Always plot a stock against a relevant benchmark:

  • Large-cap US stocks: vs the S&P 500 Total Return
  • Small-cap US stocks: vs the Russell 2000 Total Return
  • Tech stocks: vs the Nasdaq 100 or the S&P 500 Tech sector
  • International: vs the appropriate regional index

This is why our portfolio pages always show the portfolio plotted against the S&P 500, you should be able to see at a glance whether the strategy actually beat the alternative.

Step 5: What to ignore

A list of chart elements that mostly waste time for long-term investors:

Volume bars. Useful for traders. Largely irrelevant if you hold for years.

Moving averages (50-day, 200-day). Useful for traders. The 200-day is occasionally useful as a rough trend indicator, but it's a lagging signal, by the time it tells you anything, the move is mostly over.

Bollinger Bands, MACD, RSI, and most other indicators. Useful for traders looking for short-term patterns. Largely useless if your time horizon is years.

Drawing trend lines. A trend line is a story you're telling yourself about the chart. The chart will look like the story until it stops looking like the story, at which point you'll redraw the line.

Patterns with names. Cup-and-handle. Head-and-shoulders. Double-bottom. There's some academic evidence that some chart patterns have predictive value over very short time windows. There is essentially no evidence they help long-term investors.

What to actually look at

Five things on a stock chart genuinely matter for long-term investors:

  1. The slope of the line on log scale. This is the actual rate of growth.
  2. The depth of the worst drawdown. How far did it fall from peak in bad years?
  3. The recovery time. How long did it take to make new highs after a major drop?
  4. The relative performance vs the benchmark. Is the line above or below the index over the full window?
  5. The trend in fundamentals over the same window. Did the chart go up because earnings went up, or because the multiple expanded? (You need a separate chart for this, usually a chart of P/E ratio or earnings over the same period.)

A worked example

Imagine you're looking at a stock chart for Apple over the past 10 years. The price went from roughly $25 to $200, which sounds like a 700% gain.

On a linear-scale chart, the first 7 years look almost flat compared to the recent run. On a log-scale chart, you can see the stock compounded at a remarkably steady rate the whole time.

On a price-return chart, dividends are ignored. On a total-return chart, the actual experience of owning the stock includes ~50% more wealth from reinvested dividends and the small amount of share buybacks shifted to net repurchase.

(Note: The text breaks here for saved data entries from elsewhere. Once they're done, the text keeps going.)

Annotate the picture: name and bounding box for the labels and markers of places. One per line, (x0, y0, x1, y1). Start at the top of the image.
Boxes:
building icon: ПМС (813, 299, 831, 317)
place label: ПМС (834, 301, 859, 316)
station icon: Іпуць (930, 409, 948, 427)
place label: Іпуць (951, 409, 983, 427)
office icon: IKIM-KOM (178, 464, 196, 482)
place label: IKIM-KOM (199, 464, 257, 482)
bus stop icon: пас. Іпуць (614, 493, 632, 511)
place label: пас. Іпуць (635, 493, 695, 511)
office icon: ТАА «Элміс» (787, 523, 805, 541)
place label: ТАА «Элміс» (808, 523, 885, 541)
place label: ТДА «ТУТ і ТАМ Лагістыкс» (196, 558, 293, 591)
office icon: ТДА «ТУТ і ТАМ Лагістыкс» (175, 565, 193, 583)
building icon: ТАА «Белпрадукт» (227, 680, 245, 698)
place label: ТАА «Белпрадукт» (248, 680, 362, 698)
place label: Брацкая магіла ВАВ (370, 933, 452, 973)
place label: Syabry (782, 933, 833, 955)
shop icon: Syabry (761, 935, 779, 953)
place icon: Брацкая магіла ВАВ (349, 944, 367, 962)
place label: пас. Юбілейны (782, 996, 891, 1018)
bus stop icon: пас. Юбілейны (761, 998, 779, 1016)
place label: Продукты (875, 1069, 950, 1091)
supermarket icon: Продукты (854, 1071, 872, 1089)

Plotted against the S&P 500 Total Return on log scale, you can see Apple beat the index over the full window, by what margin, and during which years. That comparison is the one that matters.

What this means for you

When you're evaluating a stock or portfolio:

  • Use log scale for any window over 2-3 years
  • Use total return, not price return
  • Always plot against a relevant benchmark
  • Look at the worst drawdown, not just the average return
  • Don't draw lines or patterns over the chart

Charts are useful when you read them carefully. Most beginners get burned because they're reading the wrong scale, the wrong return type, or the wrong window.